Plaintiff, Taylor Thompson, who is proceeding pro se, filed this action against his former employer, Silver Beach Towers Property Owners Association, Inc., asserting claims under the Americans with Disabilities Act ("ADA"), 42 U.S.C. §§ 12111-12117, 12203; Florida Workers' Compensation Law, § 440.105, Fla. Stat.; and Florida's Private Sector Whistleblower Act ("Whistleblower Act"), §§ 448.101-448.105, Fla. Stat. Plaintiff claims he is a qualified individual with a disability based on a back injury he sustained at work. According to plaintiff, defendant discriminated against him by "denying [he] was injured on the job" and requiring him to terminate the assistant manager upon whom he relied to perform his job duties following his injury. Plaintiff also asserts he was terminated in retaliation for filing a workers' compensation claim and reporting alleged Occupational Safety and Health Administration ("OSHA") violations in violation of Florida's Workers' Compensation Law and the Whistleblower Act, respectively. Defendant has filed a motion for summary judgment (doc. 49), arguing there is no genuine issue of material fact with regard to any of plaintiff's claims and it is entitled to summary judgment as a matter of law. Having carefully considered the motion and response, the undersigned recommends defendant's motion for summary judgment be granted.

FACTS

Defendant is the master association for two high-rise condominiums located in Destin, Florida. Doc. 1 at pg. 2. Defendant hired plaintiff as its Beach Operations Manager on or about June 26, 2011. Id. As Beach Operations Manager, plaintiff's responsibilities included "ensuring the beach was set up and broken down on a daily basis, collect[ing] daily revenue, reservations, scheduling [] employees, and payroll." Doc. 49-2 at pg. 3. Plaintiff claims to have been injured on the job on June 16, 2012 "while carrying chairs on the beach." Doc. 49 at pg. 7. Specifically, plaintiff claims he had a "torn disc" in his back. Doc. 49-2 at pg. 12. He filed a workers' compensation claim two days after the injury. Doc. 1 at pg. 3. He also sought treatment for the injury and was allowed to return to work on light duty with certain restrictions.1 Doc. 1 at pg. 2. After the restrictions were imposed, plaintiff required assistance performing his job. Doc. 49-4 at pg. 3. To that end, he relied on the assistant manager, Brandon Kortum, until Kortum was terminated on December 10, 2012. Id.

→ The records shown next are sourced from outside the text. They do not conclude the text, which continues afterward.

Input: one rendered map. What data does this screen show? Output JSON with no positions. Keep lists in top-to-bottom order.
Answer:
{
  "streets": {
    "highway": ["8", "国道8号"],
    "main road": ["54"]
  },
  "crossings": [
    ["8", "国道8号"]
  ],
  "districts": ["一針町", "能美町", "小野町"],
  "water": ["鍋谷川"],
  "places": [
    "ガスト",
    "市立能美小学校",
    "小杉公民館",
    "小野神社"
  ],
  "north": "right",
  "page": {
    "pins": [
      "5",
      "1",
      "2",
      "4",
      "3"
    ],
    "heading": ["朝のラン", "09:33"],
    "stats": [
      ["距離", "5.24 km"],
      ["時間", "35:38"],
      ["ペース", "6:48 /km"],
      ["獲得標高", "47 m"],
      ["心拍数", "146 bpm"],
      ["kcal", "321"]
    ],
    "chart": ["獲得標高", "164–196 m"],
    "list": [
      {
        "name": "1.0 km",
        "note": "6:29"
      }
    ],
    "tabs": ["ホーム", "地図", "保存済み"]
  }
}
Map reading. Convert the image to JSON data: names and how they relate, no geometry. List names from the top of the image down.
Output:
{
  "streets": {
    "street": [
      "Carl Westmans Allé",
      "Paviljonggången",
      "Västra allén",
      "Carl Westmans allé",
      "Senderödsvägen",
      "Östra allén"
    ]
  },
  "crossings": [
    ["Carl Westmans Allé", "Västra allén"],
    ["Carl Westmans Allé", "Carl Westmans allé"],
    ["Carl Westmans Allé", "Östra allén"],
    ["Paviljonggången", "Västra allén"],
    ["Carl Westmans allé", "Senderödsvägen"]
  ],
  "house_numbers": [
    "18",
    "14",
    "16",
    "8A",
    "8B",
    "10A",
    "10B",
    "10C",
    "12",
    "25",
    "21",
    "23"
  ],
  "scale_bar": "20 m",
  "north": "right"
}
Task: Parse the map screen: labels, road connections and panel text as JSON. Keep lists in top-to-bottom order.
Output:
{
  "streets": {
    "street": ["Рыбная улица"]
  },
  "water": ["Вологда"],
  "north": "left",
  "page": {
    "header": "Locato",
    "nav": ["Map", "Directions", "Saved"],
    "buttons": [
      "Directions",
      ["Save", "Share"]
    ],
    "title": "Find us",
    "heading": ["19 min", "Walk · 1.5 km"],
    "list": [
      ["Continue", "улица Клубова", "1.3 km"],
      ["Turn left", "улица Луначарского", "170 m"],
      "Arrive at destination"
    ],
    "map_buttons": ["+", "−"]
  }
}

Shortly after Kortum's termination, on December 19, 2012, Steven Chamberlain, the association manager, and Steve Odom, a member of the association's board of directors, made an unannounced visit to plaintiff's work site.Doc. 49 at pg. 2. Chamberlain and Odom found thirty-two empty beer cans and a partially empty bottle of liquor in the warehouse. Id. Plaintiff admitted the beer cans and liquor bottle were his and explained he was given permission to store personal items on the premises. Doc. 49-2 at pg. 5. Chamberlain and Odom interviewed Kortum regarding the incident, and Kortum admitted consuming alcohol with plaintiff on the job site. Doc. 49 at pg. 2. Based on its discovery of the beer cans and liquor bottle, as well as Kortum's admission, defendant terminated plaintiff's employment.2 Doc. 49 at pg. 1.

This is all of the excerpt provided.